** Opening Records for the exercise block **

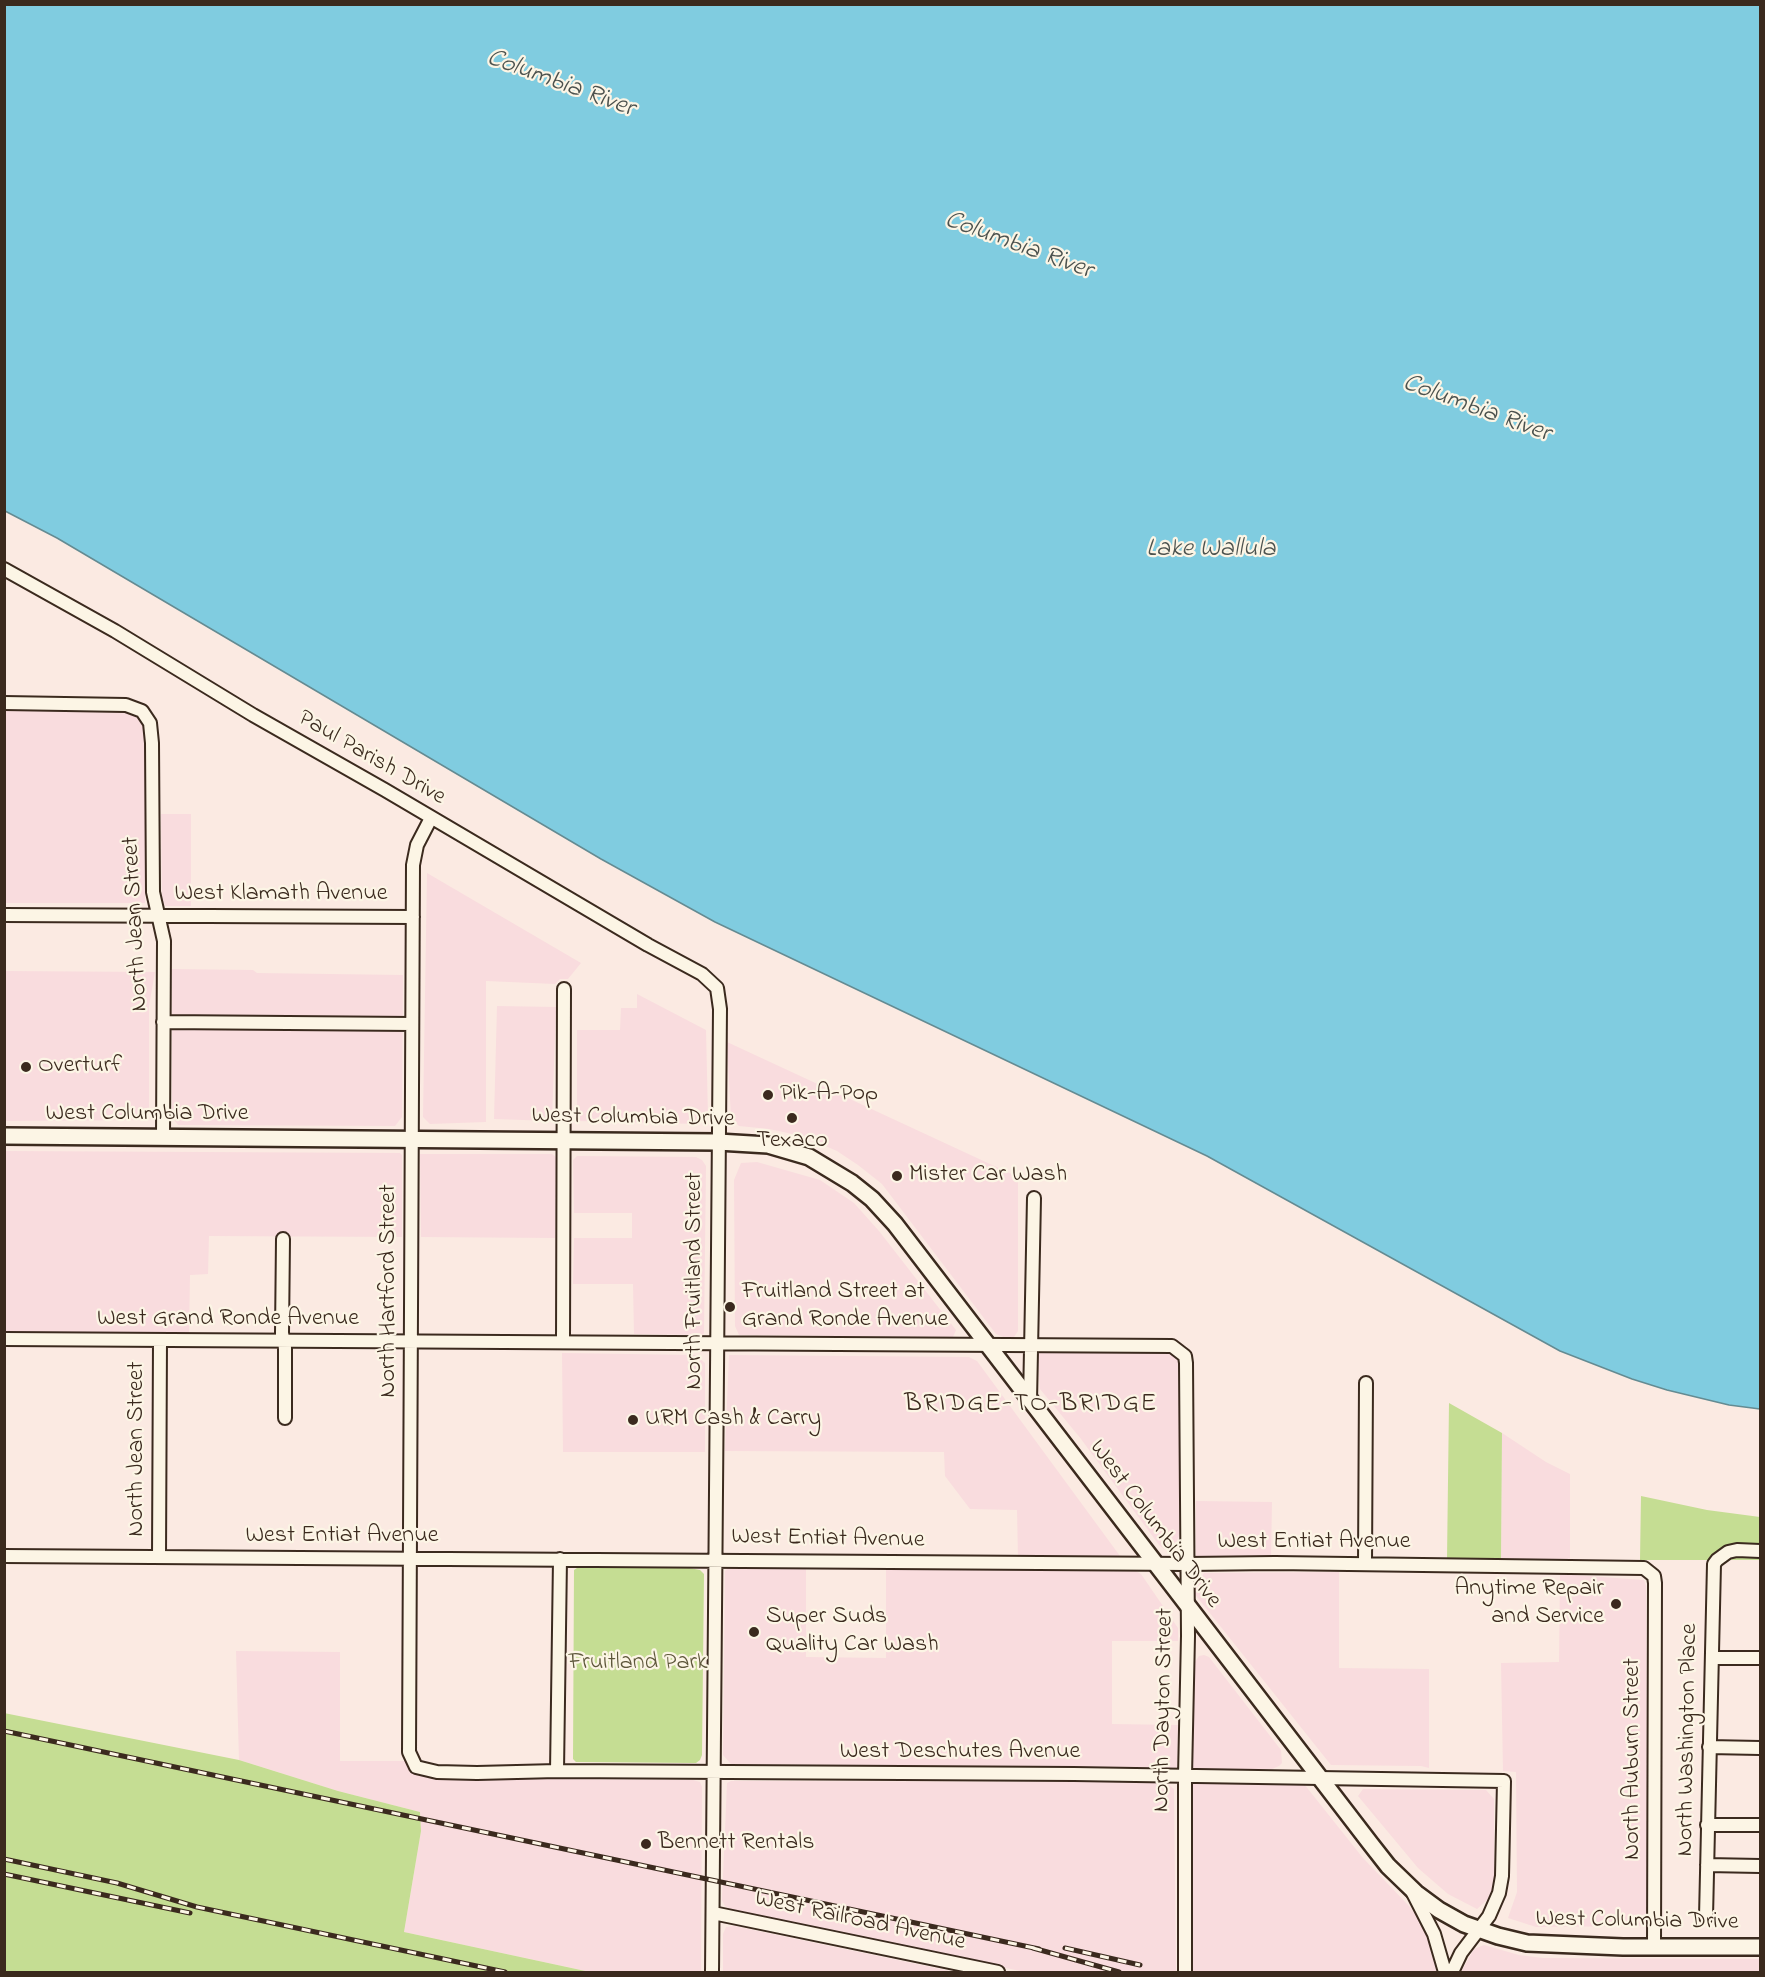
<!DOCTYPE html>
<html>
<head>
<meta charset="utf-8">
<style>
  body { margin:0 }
  #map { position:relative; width:1765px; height:1977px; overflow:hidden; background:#fbeae2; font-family:"Indie Flower",sans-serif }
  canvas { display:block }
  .frame { position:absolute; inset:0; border:6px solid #3b2a1e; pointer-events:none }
</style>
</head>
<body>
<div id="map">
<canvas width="1765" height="1977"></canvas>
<div class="frame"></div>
</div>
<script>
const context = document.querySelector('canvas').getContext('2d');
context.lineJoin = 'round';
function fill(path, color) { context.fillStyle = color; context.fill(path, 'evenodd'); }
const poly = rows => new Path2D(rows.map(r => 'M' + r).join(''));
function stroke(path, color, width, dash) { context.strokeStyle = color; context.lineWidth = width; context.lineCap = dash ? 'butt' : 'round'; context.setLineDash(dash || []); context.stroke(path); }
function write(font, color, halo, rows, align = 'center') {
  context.font = font + ' "Indie Flower",sans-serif'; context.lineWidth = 4.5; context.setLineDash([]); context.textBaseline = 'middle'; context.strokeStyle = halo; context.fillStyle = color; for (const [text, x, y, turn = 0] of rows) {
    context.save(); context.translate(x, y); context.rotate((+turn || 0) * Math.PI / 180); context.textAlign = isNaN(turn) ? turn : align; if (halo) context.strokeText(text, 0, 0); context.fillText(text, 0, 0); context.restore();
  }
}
fill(poly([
  [5,703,120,707,139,715,147,732,145,903,5,903],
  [161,814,191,814,191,906,165,906,162,901],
  [427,873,581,963,568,979,560,979,555,984,486,981,486,1122,430,1124,423,1117],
  [172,969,253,970,257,973,403,975,402,1117,395,1126,178,1125,172,1117],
  [5,971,155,972,149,1006,149,1114,145,1120,5,1121],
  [637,994,706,1030,708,1117,698,1124,577,1121,577,1030,620,1030,621,1008,637,1008],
  [497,1006,556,1007,552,1121,494,1119],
  [727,1042,1018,1177,1018,1331,1014,1337,1006,1338,996,1334,882,1184,858,1165,837,1151,802,1136,769,1129,739,1126,731,1118],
  [5,1151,400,1153,402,1155,402,1237,209,1236,208,1274,190,1275,189,1333,5,1332],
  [420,1154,552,1154,556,1157,555,1238,421,1237],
  [577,1156,696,1157,702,1160,706,1166,704,1333,702,1335,634,1334,633,1284,573,1284,574,1238,632,1238,632,1213,574,1213,573,1160],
  [757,1162,820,1180,854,1203,879,1231,956,1330,953,1337,739,1335,735,1326,734,1180,741,1163],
  [1037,1348,1184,1348,1182,1528,1173,1550,1165,1550,1159,1545,1081,1439,1040,1389],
  [562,1353,696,1355,705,1363,705,1452,563,1452],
  [729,1355,969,1357,977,1361,1120,1556,1018,1558,1017,1510,970,1509,945,1476,944,1452,725,1451],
  [1502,1433,1546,1462,1570,1474,1570,1560,1501,1560],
  [1196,1501,1272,1502,1271,1556,1196,1556],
  [730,1566,806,1566,806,1657,886,1658,886,1567,1134,1570,1141,1574,1178,1628,1178,1641,1112,1641,1112,1724,1178,1725,1177,1768,731,1764,723,1755,725,1571],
  [1339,1572,1339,1668,1429,1669,1429,1768,1421,1766,1331,1765,1193,1592,1204,1573],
  [1560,1574,1644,1580,1646,1586,1647,1926,1536,1927,1508,1918,1517,1892,1516,1772,1503,1771,1501,1663,1559,1662],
  [236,1651,340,1652,340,1761,405,1761,414,1771,428,1778,693,1780,700,1782,702,1787,701,1972,590,1972,404,1932,421,1831,420,1812,338,1791,239,1760],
  [1204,1655,1209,1657,1281,1750,1282,1763,1279,1766,1272,1769,1198,1769,1192,1767,1189,1762,1192,1672,1195,1662,1199,1656],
  [731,1781,1165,1782,1174,1789,1176,1972,1025,1972,732,1910,725,1906,722,1900,727,1783],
  [1195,1782,1304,1784,1363,1858,1409,1906,1422,1923,1430,1940,1437,1972,1192,1972,1191,1785],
  [1363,1789,1486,1790,1494,1799,1494,1887,1487,1900,1477,1909,1448,1894,1418,1868,1358,1796],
  [734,1926,955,1972,723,1972,723,1934,726,1927],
  [1484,1945,1519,1955,1543,1958,1760,1959,1760,1972,1461,1972,1474,1949]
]), '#f9dcde');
fill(poly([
  [1449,1403,1502,1433,1501,1560,1447,1559],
  [1641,1496,1707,1510,1760,1517,1760,1560,1640,1560],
  [684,1567,700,1570,704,1574,702,1755,700,1760,696,1763,576,1762,573,1759,574,1570,577,1568],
  [4,1713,239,1760,338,1791,420,1812,421,1831,404,1932,590,1972,5,1972]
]), '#c5dd93');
const water = poly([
  [4,5,1760,5,1760,1409,1729,1405,1667,1390,1632,1379,1560,1351,1207,1156,715,922,601,859,57,538,5,511,4,5]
]);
fill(water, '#80cce0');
stroke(water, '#648b92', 1.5);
const minor = poly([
  [4,569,115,631,253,715,385,790,648,945,702,974,717,988,720,1009,712,1972],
  [4,703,126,705,142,711,150,723,152,743,153,892,164,941,163,1137],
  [431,818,417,845,413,865,409,1752,416,1767,437,1772,477,1773,557,1771,1074,1774,1504,1781,1502,1876,1499,1893,1489,1916,1461,1953,1452,1972],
  [4,915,413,917],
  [163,1022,412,1024],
  [283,1239,282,1333,285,1348,285,1418],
  [4,1339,1172,1346,1185,1356,1186,1363,1188,1636,1185,1776,1185,1972],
  [563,1342,564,989],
  [1030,1401,1034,1198],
  [4,1556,1187,1564,1275,1563,1644,1568,1654,1576,1655,1583,1654,1947],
  [159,1557,160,1341],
  [1365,1564,1366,1383],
  [1712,1658,1760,1658],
  [1709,1747,1760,1748],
  [557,1771,560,1559],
  [1707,1825,1760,1825],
  [1707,1865,1760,1866],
  [1413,1893,1434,1934,1445,1972],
  [713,1913,998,1972],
  [1706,1917,1714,1564,1717,1560,1728,1552,1737,1550,1760,1551]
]);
const major = poly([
  [4,1136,718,1142,768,1145,809,1157,852,1183,872,1199,895,1224,1370,1843,1388,1866,1416,1893,1439,1910,1464,1924,1498,1936,1527,1943,1623,1947,1760,1947]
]);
stroke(minor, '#3b2a1e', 16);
stroke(major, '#3b2a1e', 20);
stroke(minor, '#fcf5e5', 12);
stroke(major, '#fcf5e5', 15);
const rail = poly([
  [4,1731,1039,1949],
  [4,1859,117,1883,197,1907,505,1972],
  [4,1874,190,1913],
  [1033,1948,1119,1972],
  [1065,1948,1140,1965]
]);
stroke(rail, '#3b2a1e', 5);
stroke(rail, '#fcf5e5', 3, [9]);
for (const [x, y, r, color] of [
  [26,1067,6,"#3b2a1e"],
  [768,1095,6,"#3b2a1e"],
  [792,1118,6,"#3b2a1e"],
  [897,1176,6,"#3b2a1e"],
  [730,1307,6,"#3b2a1e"],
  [633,1420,6,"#3b2a1e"],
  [1616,1604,6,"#3b2a1e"],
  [754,1632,6,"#3b2a1e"],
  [646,1844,6,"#3b2a1e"]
]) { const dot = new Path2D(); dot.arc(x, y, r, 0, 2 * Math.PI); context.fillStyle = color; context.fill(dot); stroke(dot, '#fcf5e5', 2); }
write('24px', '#3b2a1e', '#fcf5e5', [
  ["Paul Parish Drive",371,759,30],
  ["West Klamath Avenue",281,895],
  ["North Jean Street",137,924,-93],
  ["West Columbia Drive",147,1115],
  ["West Columbia Drive",633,1119,1],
  ["North Fruitland Street",696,1281,-90],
  ["North Hartford Street",390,1291,-90],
  ["West Grand Ronde Avenue",228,1320],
  ["North Jean Street",138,1449,-90],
  ["West Columbia Drive",1154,1525,53],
  ["West Entiat Avenue",342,1537],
  ["West Entiat Avenue",828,1540,1],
  ["West Entiat Avenue",1314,1543],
  ["North Dayton Street",1165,1710,-89],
  ["North Washington Place",1689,1740,-89],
  ["West Deschutes Avenue",960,1753],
  ["North Auburn Street",1634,1759,-90],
  ["West Railroad Avenue",860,1922,12],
  ["West Columbia Drive",1637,1922,1]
]);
write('24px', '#3b2a1e', '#fcf5e5', [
  ["Overturf",38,1067],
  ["Pik-A-Pop",780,1095],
  ["Texaco",792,1142,"center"],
  ["Mister Car Wash",909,1176],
  ["Fruitland Street at",742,1293],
  ["Grand Ronde Avenue",742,1321],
  ["URM Cash & Carry",645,1420],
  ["Anytime Repair",1604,1590,"right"],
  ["and Service",1604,1618,"right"],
  ["Super Suds",766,1618],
  ["Quality Car Wash",766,1646],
  ["Bennett Rentals",658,1844]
], 'left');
write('24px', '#5e573b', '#fcf5e5', [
  ["Fruitland Park",638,1664]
]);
write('italic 26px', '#4c524e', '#fcf5e5', [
  ["Columbia River",560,85,20],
  ["Columbia River",1018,247,20],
  ["Columbia River",1476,410,20],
  ["Lake Wallula",1211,551]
]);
context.letterSpacing = '1.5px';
write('26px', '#3b2a1e', '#fcf5e5', [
  ["BRIDGE-TO-BRIDGE",1031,1406]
]);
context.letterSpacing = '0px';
</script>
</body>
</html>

** Closing Records for the exercise block **

Work order: All lines of the entries above where "lineWidth" turns up should be reported.

Your solution:
function stroke(path, color, width, dash) { context.strokeStyle = color; context.lineWidth = width; context.lineCap = dash ? 'butt' : 'round'; context.setLineDash(dash || []); context.stroke(path); }
  context.font = font + ' "Indie Flower",sans-serif'; context.lineWidth = 4.5; context.setLineDash([]); context.textBaseline = 'middle'; context.strokeStyle = halo; context.fillStyle = color; for (const [text, x, y, turn = 0] of rows) {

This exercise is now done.